ABOUT THIS TASK =>
Every record below should be repeated exactly, with the pictures left out.

Stored items
========================

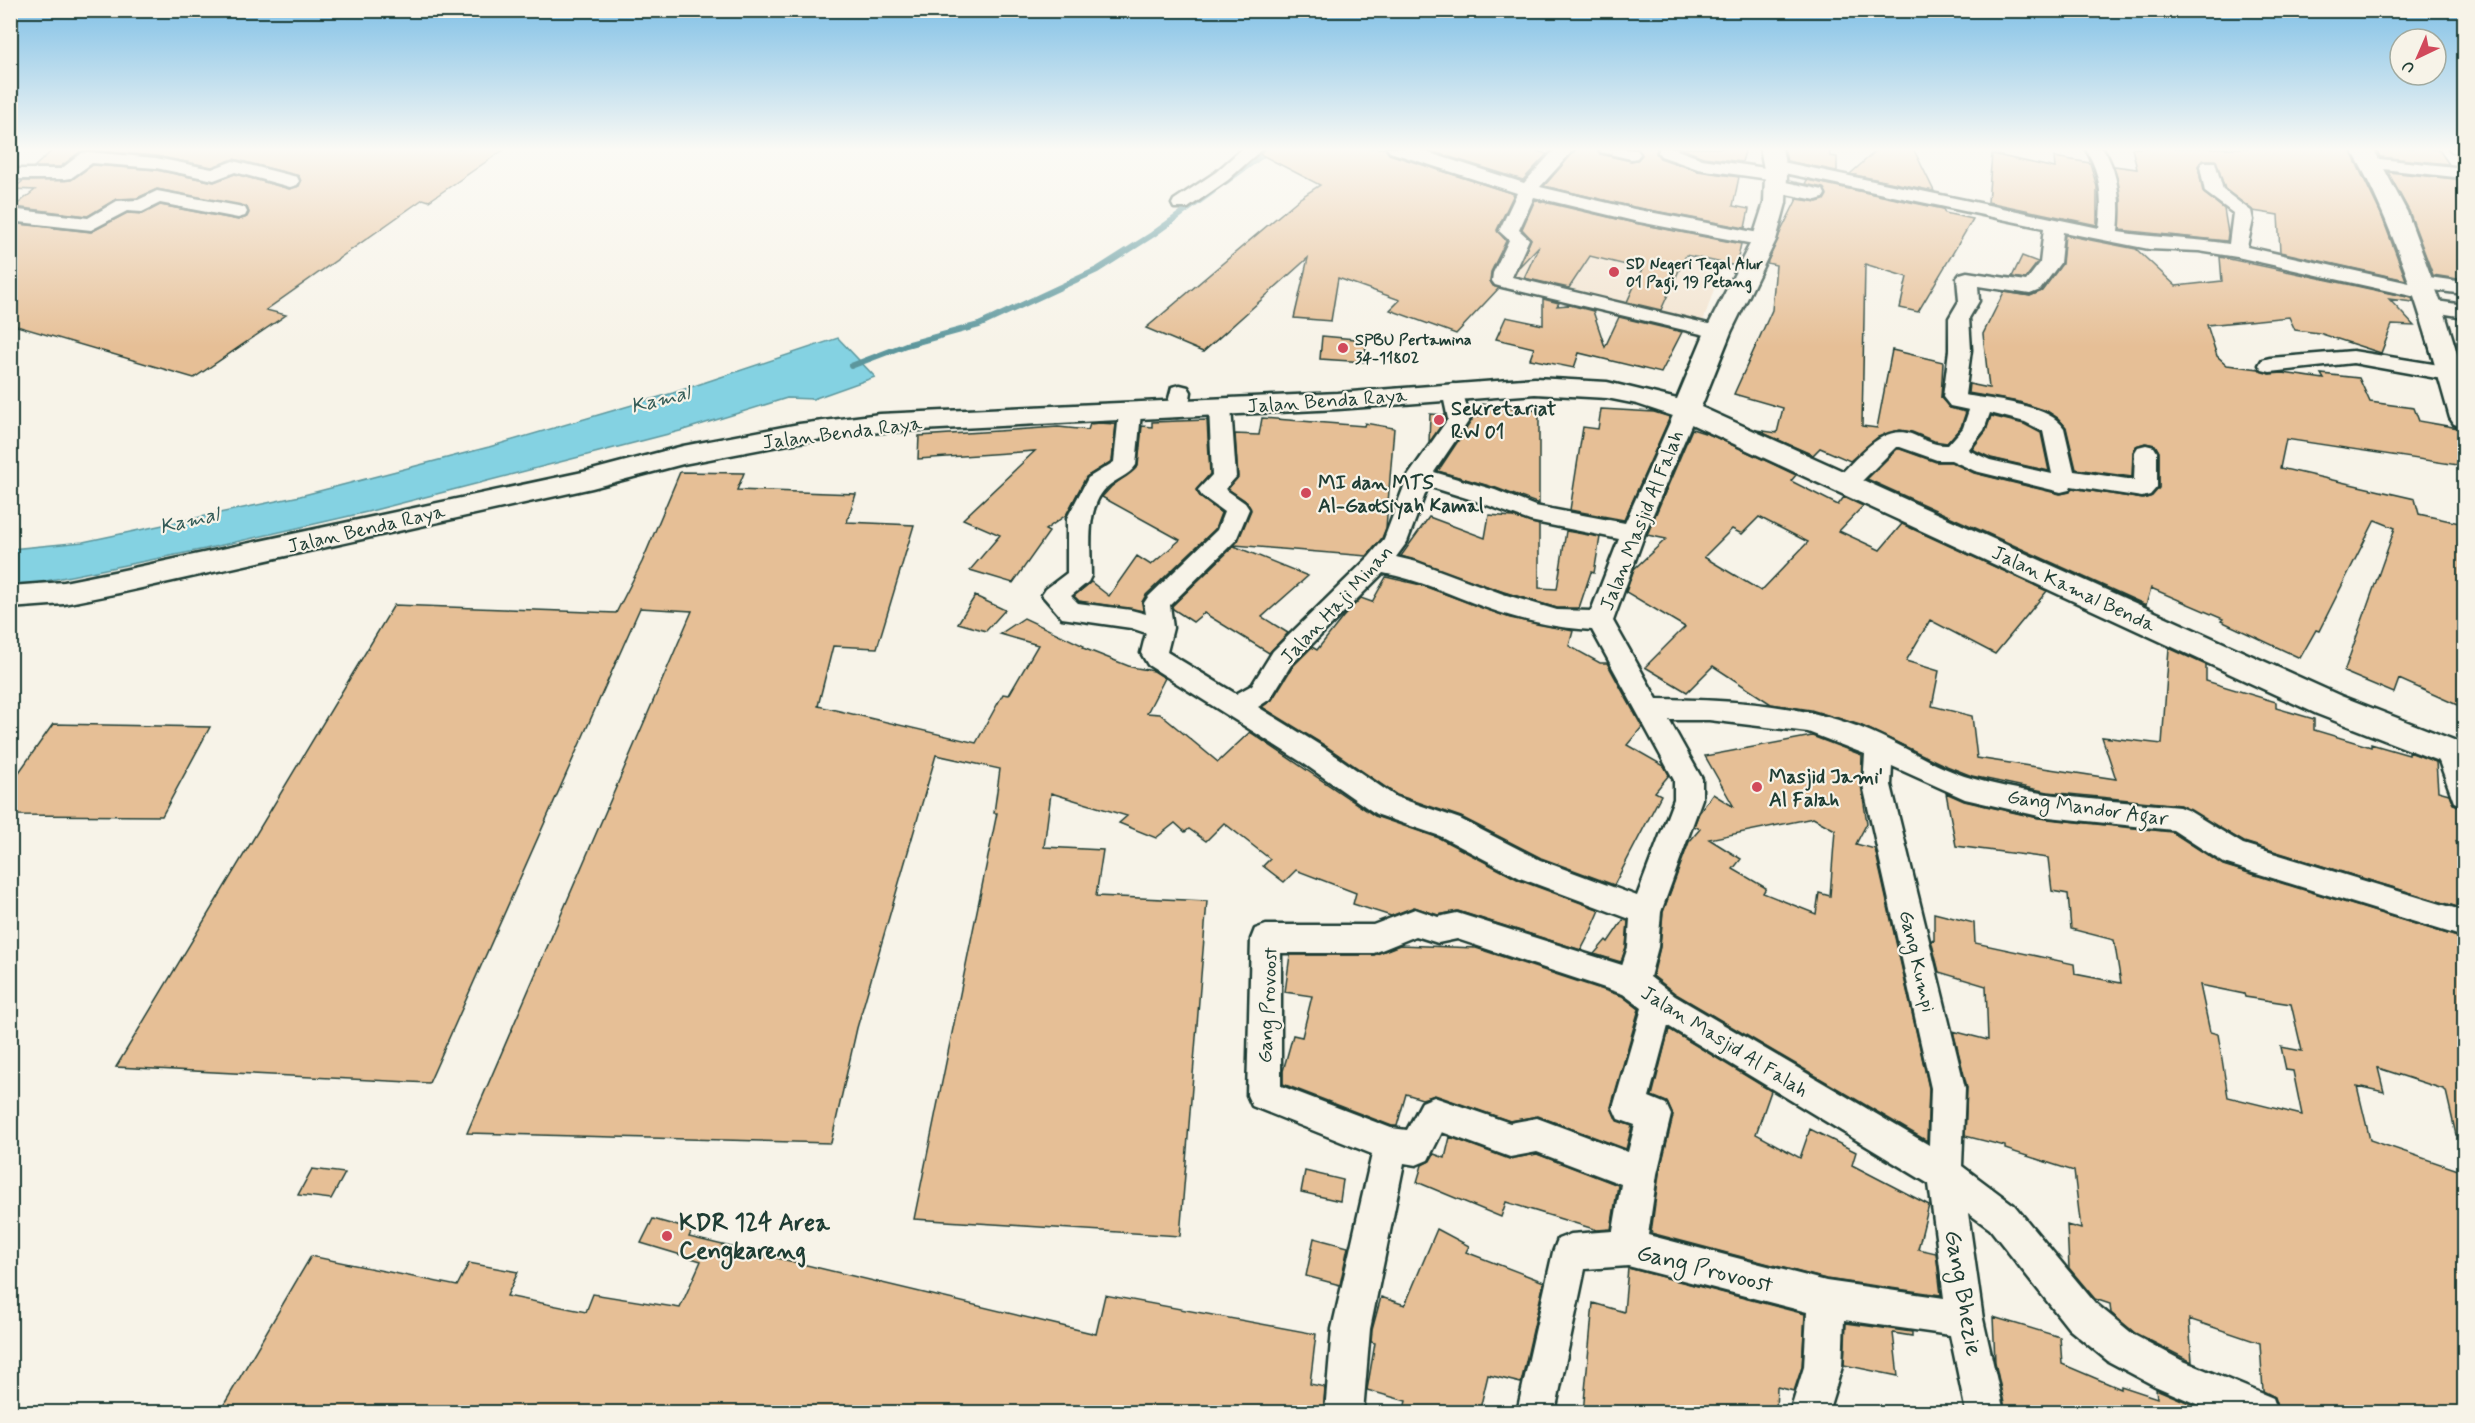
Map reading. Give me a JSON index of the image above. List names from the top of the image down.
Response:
{
  "streets": {
    "main road": ["Jalan Benda Raya", "Jalan Kamal Benda"],
    "street": [
      "Jalan Masjid Al Falah",
      "Jalan Haji Minan",
      "Gang Mandor Agar",
      "Gang Kumpi",
      "Gang Provoost",
      "Gang Bhezie"
    ]
  },
  "crossings": [
    ["Jalan Benda Raya", "Jalan Masjid Al Falah"],
    ["Jalan Benda Raya", "Jalan Kamal Benda"],
    ["Jalan Benda Raya", "Jalan Haji Minan"],
    ["Jalan Masjid Al Falah", "Jalan Kamal Benda"],
    ["Jalan Masjid Al Falah", "Gang Mandor Agar"],
    ["Jalan Masjid Al Falah", "Gang Kumpi"],
    ["Jalan Masjid Al Falah", "Gang Provoost"],
    ["Jalan Masjid Al Falah", "Gang Bhezie"],
    ["Gang Mandor Agar", "Gang Kumpi"],
    ["Gang Kumpi", "Gang Bhezie"],
    ["Gang Provoost", "Gang Bhezie"]
  ],
  "water": ["Kamal"],
  "places": [
    "SD Negeri Tegal Alur 01 Pagi, 19 Petang",
    "SPBU Pertamina 34-11802",
    "Sekretariat RW 01",
    "MI dan MTS Al-Gaotsiyah Kamal",
    "Masjid Jami' Al Falah",
    "KDR 124 Area Cengkareng"
  ],
  "north": "bottom left"
}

========================

TASK SOLUTION =>
Map reading. Give me a JSON index of the image above. List names from the top of the image down.
Response:
{
  "streets": {
    "main road": ["Jalan Benda Raya", "Jalan Kamal Benda"],
    "street": [
      "Jalan Masjid Al Falah",
      "Jalan Haji Minan",
      "Gang Mandor Agar",
      "Gang Kumpi",
      "Gang Provoost",
      "Gang Bhezie"
    ]
  },
  "crossings": [
    ["Jalan Benda Raya", "Jalan Masjid Al Falah"],
    ["Jalan Benda Raya", "Jalan Kamal Benda"],
    ["Jalan Benda Raya", "Jalan Haji Minan"],
    ["Jalan Masjid Al Falah", "Jalan Kamal Benda"],
    ["Jalan Masjid Al Falah", "Gang Mandor Agar"],
    ["Jalan Masjid Al Falah", "Gang Kumpi"],
    ["Jalan Masjid Al Falah", "Gang Provoost"],
    ["Jalan Masjid Al Falah", "Gang Bhezie"],
    ["Gang Mandor Agar", "Gang Kumpi"],
    ["Gang Kumpi", "Gang Bhezie"],
    ["Gang Provoost", "Gang Bhezie"]
  ],
  "water": ["Kamal"],
  "places": [
    "SD Negeri Tegal Alur 01 Pagi, 19 Petang",
    "SPBU Pertamina 34-11802",
    "Sekretariat RW 01",
    "MI dan MTS Al-Gaotsiyah Kamal",
    "Masjid Jami' Al Falah",
    "KDR 124 Area Cengkareng"
  ],
  "north": "bottom left"
}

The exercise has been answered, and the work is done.